■ EXERCISE AIM: In the records below, how many lines hold the word "JSON"? Give only the number.

■ DATA PROVIDED:
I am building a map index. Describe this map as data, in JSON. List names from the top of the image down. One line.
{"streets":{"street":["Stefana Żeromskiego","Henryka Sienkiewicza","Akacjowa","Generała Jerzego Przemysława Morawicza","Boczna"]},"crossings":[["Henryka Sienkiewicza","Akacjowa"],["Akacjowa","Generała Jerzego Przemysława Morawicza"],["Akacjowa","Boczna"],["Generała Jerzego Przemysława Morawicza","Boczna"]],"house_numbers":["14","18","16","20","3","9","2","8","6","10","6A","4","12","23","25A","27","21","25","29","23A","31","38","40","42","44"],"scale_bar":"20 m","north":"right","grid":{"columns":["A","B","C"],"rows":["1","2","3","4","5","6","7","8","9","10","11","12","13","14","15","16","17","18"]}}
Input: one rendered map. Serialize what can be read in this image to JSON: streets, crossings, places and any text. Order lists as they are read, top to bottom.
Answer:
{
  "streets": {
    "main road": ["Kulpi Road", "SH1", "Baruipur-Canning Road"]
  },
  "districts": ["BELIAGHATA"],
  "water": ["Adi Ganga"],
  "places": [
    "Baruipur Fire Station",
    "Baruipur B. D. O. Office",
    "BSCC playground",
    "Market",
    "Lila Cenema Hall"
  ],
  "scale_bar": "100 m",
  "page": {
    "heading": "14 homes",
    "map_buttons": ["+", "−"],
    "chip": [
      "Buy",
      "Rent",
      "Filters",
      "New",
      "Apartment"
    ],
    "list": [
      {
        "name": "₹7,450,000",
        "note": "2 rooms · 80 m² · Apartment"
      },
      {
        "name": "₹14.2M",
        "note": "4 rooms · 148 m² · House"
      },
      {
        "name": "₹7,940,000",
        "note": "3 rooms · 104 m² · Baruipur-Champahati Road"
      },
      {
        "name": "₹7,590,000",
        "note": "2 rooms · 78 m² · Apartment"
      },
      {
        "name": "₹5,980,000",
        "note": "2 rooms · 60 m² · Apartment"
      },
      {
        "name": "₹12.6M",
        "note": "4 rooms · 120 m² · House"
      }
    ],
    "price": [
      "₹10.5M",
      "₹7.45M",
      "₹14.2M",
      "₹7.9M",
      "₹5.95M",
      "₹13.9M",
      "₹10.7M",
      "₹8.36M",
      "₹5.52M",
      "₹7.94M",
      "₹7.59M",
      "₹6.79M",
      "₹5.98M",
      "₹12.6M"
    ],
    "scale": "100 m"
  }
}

■ ANSWER SECTION: 2